The following dependencies will be installed from PyPI by the above command:

google-api-python-client
google-auth-oauthlib
jira
openpyxl
pandas
pyperclip
pyyaml
python-bugzilla

Usage

synct [-h] [--version] \
      [-c CONFIG] [-s SHEET [SHEET ...]] \
      [-a] [-r] [-n] \
      [-f FILE] [-t TABLE] [-o OFFSET] \
      [-v] [-q]

The script updates data rows in the target Google or Excel spreadsheet based on key values. If a key value is missing or placed inappropriately, it should be manually corrected. Then the script can update the related data. Missing key values are stored in the clipboard, separated by new lines, which allows for easy copying into the spreadsheet.

Options

  • -h, --help

    • Show help with options list and their short description, and exit without any action.
  • --version

    • Display the script name and version, and exit without any action.
  • -c CONFIG, --config CONFIG

    • It defines the name of the YAML configuration file containing the input identification with access attributes, a reference to the target spreadsheet with sheet names and related queries, column names with their related items, and additional parameters defining the content of the spreadsheet. If this option is not defined, the script uses the synct.yaml file in the working directory.
  • -s SHEET [SHEET ...], --sheet SHEET [SHEET ...]

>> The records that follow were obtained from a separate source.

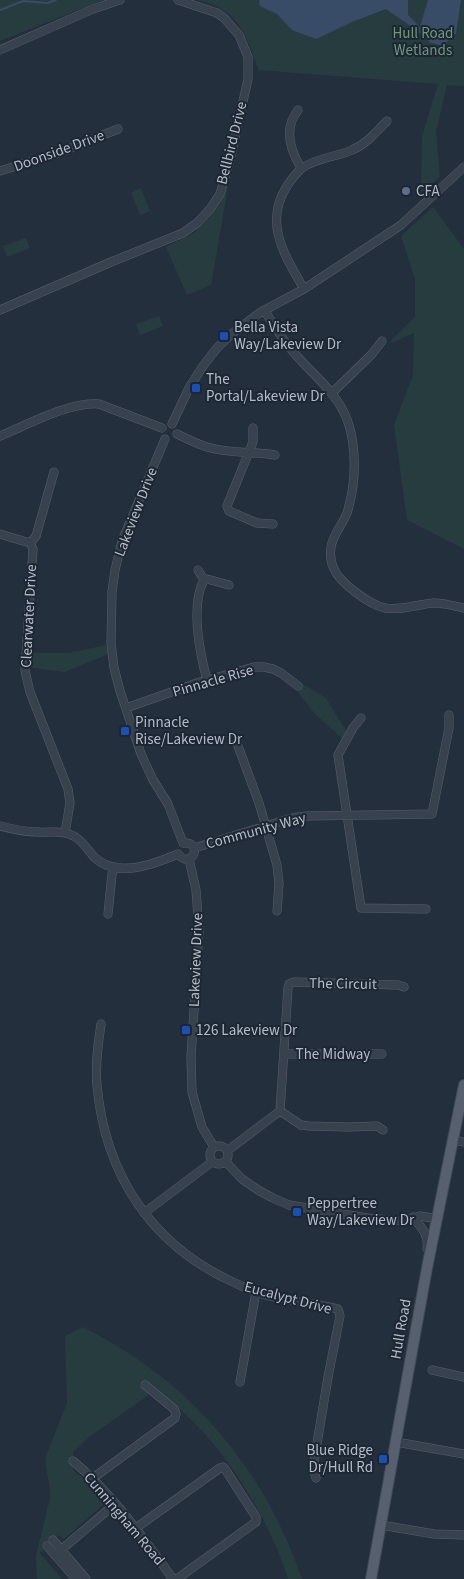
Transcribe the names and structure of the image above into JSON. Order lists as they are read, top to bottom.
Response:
{
  "streets": {
    "main road": ["Hull Road"],
    "street": [
      "Bellbird Drive",
      "Doonside Drive",
      "Lakeview Drive",
      "Clearwater Drive",
      "Pinnacle Rise",
      "Community Way",
      "The Circuit",
      "The Midway",
      "Eucalypt Drive",
      "Cunningham Road"
    ]
  },
  "crossings": [
    ["Lakeview Drive", "Pinnacle Rise"],
    ["Lakeview Drive", "Community Way"],
    ["The Circuit", "The Midway"]
  ],
  "parks": ["Hull Road Wetlands"],
  "places": {
    "other": ["CFA"],
    "transit": [
      "Bella Vista Way/Lakeview Dr",
      "The Portal/Lakeview Dr",
      "Pinnacle Rise/Lakeview Dr",
      "126 Lakeview Dr",
      "Peppertree Way/Lakeview Dr",
      "Blue Ridge Dr/Hull Rd"
    ]
  }
}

    • This option determines which sheets are processed. The selected sheets can be any sheets defined in the configuration YAML file. If the option is not specified, all sheets listed in the configuration file will be processed.
  • -a, --add

    • It enables the addition of missing rows to the spreadsheet. The added rows are placed at the end of the specific sheet.
  • -n, --noupdate

    • It disables updating the target spreadsheet.
  • -r, --remove

    • It enables the removal of rows in the spreadsheet. It is related to rows whose values are not retrieved from a source. For example, the script is configured to collect and update open bugs from Bugzilla. The -r parameter allows for the deletion of rows containing bugs that have not been retrieved, meaning those that have been closed. Without this option, such rows are not updated, and a warning is reported by the script.
  • -f FILE, --file FILE

    • It defines the source file name that can be either Excel or OpenDocument spreadsheet or CSV file. If the parameter occurs, the source file in the configuration file is ignored.
  • -t TABLE, --table TABLE

    • This option defines the table/sheet in the source file that will be used. If the parameter occurs, a table name in the configuration file is ignored.
  • -o OFFSET, --offset OFFSET

    • The parameter defines the header offset in the source file. If the parameter occurs, an offset in the configuration file is ignored. Default value is 0.
  • -v , --verbose

    • By default, the script reports warnings and errors. The -v parameter extends the logging level to include the info level. Repeating the option, it increases verbosity, so -vv includes the debug level.
  • -q , --quiet

    • The option reduces the logging to errors only.

Configuration file structure

The configuration file contains reserved words written in capital letters, as well as additional data that defines the transition of input data to the target spreadsheet.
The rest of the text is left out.